Service Status: Operational

This document is the primary operational manual for the Search Service, powered by OpenSearch. As the retrieval backbone of the Labeeb platform, its performance, data integrity, and availability are paramount. This playbook provides comprehensive, actionable guidance for on-call engineers to deploy, monitor, and troubleshoot the search cluster.

1. Mission & Scope¶

The Search Service's mission is to provide a fast, scalable, and highly relevant search experience for all data on the Labeeb platform.

It is designed to be a robust and resilient data store, optimized for the complex queries required by the AI-Box. It combines traditional full-text search (BM25) with modern vector-based semantic search (k-NN) to deliver state-of-the-art results.

Scope of Responsibilities

Is Responsible For:
- Data Indexing: Storing and indexing all article data sent by the API service.
- Hybrid Search Execution: Running complex search queries that combine multiple retrieval techniques.
- Infrastructure as Code: Managing all cluster settings, index templates, and search pipelines as version-controlled JSON files.
- Data Lifecycle Management: Automatically managing the lifecycle of indices through Index State Management (ISM) policies.
Is NOT Responsible For:
- Data Persistence (System of Record): The PostgreSQL database is the ultimate source of truth.

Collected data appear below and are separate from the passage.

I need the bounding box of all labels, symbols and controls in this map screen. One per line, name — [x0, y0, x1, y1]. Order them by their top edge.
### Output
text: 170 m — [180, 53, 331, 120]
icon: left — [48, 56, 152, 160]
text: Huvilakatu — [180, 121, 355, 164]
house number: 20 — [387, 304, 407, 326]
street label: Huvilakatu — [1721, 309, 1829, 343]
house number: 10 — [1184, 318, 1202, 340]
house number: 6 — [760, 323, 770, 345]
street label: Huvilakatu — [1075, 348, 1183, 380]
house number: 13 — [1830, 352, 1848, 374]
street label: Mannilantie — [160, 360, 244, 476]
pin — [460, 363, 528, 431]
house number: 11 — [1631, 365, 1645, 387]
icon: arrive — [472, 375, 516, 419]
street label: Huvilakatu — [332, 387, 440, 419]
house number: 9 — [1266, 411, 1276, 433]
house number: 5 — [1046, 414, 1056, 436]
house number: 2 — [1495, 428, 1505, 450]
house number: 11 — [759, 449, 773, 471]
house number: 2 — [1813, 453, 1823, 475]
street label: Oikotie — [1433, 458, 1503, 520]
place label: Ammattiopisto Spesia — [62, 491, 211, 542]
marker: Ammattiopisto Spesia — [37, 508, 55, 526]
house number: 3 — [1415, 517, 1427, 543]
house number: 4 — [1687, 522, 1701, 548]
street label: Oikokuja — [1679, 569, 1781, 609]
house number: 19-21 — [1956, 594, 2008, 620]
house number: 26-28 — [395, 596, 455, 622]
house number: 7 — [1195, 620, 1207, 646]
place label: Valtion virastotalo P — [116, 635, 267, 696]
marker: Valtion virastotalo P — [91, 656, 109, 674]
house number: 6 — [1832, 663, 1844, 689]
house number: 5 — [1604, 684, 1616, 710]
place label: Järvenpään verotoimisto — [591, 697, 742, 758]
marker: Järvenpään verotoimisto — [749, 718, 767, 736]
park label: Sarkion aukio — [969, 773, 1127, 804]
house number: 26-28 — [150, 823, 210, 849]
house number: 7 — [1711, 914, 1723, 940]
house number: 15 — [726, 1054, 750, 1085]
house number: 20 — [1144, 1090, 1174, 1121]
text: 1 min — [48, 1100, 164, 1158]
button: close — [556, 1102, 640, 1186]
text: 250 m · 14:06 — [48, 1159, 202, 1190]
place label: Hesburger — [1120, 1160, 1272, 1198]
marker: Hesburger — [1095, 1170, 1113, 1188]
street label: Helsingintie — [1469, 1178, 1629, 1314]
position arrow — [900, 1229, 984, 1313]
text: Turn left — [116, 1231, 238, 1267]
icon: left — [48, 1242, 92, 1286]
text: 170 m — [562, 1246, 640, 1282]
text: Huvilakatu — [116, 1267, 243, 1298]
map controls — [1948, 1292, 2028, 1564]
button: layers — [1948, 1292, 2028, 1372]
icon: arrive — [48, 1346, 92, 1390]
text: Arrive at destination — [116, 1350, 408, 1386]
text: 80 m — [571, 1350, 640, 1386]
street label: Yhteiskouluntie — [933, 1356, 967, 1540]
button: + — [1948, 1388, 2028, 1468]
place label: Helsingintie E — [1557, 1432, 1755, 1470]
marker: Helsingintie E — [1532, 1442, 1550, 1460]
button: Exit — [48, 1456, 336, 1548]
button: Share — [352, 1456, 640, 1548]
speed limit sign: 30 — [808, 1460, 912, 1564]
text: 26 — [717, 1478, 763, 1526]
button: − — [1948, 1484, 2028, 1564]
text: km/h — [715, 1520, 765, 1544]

The search index can always be rebuilt from the database if necessary.
- Data Normalization: It expects to receive cleaned and structured data from the API service.

Component Diagram¶

flowchart LR
  API-->OS[(OpenSearch)]
  API-->AI[AI-Box]
  subgraph OpenSearch
    Q[Query Pipeline]-->C[Collectors BM25,kNN]
    C-->RRF[RRF Combiner]
  end

Flows¶

Query: API → OpenSearch pipeline (BM25 + kNN) → optional rerank via AI-Box.
Ingest: API (from Scraper) → OpenSearch (index templates, analyzers).

2. Service Responsibilities & Interactions¶

This table defines the Search Service's role and its critical dependencies within the Labeeb platform ecosystem.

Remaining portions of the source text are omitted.